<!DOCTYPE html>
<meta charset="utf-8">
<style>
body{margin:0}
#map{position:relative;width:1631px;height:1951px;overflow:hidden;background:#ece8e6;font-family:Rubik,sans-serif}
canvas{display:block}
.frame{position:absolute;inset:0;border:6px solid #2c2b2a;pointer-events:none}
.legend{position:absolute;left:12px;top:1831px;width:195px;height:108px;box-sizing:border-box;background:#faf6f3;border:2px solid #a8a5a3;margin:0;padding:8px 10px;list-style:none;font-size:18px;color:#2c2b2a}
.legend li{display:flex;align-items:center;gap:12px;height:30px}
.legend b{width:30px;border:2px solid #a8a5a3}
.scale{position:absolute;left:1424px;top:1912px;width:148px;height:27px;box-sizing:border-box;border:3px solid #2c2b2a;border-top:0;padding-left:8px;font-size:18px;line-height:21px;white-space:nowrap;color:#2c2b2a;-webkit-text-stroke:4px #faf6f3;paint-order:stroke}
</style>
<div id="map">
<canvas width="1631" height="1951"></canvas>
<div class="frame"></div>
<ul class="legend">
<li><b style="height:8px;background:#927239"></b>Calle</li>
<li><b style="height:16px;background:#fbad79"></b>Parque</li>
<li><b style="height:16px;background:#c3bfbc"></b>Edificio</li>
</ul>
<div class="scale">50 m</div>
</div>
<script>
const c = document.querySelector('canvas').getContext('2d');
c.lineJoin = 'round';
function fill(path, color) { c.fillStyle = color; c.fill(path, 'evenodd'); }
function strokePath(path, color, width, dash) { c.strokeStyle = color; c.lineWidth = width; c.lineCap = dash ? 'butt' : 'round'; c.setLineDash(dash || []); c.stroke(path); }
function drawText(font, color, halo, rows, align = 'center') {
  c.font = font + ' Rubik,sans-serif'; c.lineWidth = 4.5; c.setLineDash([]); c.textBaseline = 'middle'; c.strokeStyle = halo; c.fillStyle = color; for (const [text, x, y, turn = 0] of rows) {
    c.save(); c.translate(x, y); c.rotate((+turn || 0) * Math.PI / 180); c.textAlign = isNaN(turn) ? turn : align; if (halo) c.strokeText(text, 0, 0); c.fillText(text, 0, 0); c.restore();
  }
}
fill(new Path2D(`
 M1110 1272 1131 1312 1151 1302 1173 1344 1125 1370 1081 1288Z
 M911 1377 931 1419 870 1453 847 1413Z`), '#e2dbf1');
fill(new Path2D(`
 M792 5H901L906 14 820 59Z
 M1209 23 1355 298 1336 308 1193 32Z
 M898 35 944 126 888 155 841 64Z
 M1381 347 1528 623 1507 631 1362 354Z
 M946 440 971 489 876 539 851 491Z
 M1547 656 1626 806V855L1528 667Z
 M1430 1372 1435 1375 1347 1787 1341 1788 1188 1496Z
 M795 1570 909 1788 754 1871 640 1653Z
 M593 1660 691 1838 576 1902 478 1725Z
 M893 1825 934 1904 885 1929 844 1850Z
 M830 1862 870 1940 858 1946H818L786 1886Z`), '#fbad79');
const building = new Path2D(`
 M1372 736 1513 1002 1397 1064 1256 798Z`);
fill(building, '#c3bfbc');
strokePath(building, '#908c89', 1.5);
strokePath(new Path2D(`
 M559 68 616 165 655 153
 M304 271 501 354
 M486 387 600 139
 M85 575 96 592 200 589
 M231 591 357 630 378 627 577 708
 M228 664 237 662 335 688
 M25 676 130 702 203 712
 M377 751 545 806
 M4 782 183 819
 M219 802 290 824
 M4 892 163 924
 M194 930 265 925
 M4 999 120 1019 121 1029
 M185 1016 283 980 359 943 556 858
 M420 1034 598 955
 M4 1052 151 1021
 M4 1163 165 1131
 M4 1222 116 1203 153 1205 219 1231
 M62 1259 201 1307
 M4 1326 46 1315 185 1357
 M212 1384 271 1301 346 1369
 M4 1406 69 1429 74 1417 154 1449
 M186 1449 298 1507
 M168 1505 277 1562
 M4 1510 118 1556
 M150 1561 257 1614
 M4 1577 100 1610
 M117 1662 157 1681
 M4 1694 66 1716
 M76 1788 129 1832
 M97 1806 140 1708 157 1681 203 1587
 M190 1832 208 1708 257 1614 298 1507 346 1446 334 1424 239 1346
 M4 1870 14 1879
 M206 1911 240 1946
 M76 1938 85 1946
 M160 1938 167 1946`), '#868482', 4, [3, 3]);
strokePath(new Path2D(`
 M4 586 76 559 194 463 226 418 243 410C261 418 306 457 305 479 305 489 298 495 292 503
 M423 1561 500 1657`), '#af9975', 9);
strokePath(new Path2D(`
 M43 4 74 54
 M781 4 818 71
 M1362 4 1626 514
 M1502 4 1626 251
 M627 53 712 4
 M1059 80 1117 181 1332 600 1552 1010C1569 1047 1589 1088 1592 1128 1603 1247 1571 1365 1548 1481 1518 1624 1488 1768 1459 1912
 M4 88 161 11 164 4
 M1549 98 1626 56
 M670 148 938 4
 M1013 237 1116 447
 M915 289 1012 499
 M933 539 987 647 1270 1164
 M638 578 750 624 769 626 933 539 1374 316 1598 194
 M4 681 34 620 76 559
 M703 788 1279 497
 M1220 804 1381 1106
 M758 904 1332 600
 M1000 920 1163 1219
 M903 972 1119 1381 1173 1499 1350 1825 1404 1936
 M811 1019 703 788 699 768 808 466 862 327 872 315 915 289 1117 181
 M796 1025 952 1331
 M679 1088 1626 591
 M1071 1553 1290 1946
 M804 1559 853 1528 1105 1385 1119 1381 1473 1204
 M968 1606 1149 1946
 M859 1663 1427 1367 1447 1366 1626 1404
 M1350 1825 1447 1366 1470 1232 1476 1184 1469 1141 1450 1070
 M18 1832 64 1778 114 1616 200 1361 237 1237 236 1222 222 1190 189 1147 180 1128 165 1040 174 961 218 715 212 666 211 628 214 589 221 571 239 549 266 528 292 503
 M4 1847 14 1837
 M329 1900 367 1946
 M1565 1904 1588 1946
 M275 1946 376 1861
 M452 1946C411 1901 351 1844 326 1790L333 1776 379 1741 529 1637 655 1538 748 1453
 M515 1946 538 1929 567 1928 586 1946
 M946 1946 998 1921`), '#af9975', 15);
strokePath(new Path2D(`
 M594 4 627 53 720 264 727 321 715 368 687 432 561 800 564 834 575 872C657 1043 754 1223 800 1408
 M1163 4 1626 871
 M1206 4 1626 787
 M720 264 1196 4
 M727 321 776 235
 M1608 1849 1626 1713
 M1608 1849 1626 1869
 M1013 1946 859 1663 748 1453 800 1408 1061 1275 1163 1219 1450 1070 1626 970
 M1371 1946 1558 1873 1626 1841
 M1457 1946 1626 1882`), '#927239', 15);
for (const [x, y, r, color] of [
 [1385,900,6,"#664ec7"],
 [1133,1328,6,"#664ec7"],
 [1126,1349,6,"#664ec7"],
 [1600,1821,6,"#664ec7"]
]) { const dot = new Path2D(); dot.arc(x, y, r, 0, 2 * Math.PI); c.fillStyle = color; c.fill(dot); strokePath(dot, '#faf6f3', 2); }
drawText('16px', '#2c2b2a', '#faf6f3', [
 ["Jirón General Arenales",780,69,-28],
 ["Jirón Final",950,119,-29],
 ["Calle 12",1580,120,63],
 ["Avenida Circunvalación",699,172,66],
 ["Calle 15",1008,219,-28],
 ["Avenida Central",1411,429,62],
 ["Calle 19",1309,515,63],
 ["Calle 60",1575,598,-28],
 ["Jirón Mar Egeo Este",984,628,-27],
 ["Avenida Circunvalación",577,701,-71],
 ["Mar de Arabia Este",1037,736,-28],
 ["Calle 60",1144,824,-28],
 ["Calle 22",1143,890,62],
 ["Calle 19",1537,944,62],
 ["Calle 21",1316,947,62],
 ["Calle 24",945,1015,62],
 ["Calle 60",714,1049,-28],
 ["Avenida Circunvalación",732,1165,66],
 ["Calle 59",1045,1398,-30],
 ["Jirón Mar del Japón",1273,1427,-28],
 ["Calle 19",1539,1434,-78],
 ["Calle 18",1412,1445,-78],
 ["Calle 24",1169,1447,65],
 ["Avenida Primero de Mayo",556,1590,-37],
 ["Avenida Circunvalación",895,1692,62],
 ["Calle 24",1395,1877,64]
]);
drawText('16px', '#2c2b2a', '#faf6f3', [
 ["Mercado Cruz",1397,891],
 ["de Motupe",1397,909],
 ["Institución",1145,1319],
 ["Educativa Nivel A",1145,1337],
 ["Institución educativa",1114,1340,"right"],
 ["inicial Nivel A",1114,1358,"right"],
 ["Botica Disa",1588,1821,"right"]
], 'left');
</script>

PROBLEM DESCRIPTION: In the data above, find the line with "M1013 237 1116 447" and the line with "M679 1088 1626 591". Retype both, plus every line between them, exactly.

THE ANSWER:
 M1013 237 1116 447
 M915 289 1012 499
 M933 539 987 647 1270 1164
 M638 578 750 624 769 626 933 539 1374 316 1598 194
 M4 681 34 620 76 559
 M703 788 1279 497
 M1220 804 1381 1106
 M758 904 1332 600
 M1000 920 1163 1219
 M903 972 1119 1381 1173 1499 1350 1825 1404 1936
 M811 1019 703 788 699 768 808 466 862 327 872 315 915 289 1117 181
 M796 1025 952 1331
 M679 1088 1626 591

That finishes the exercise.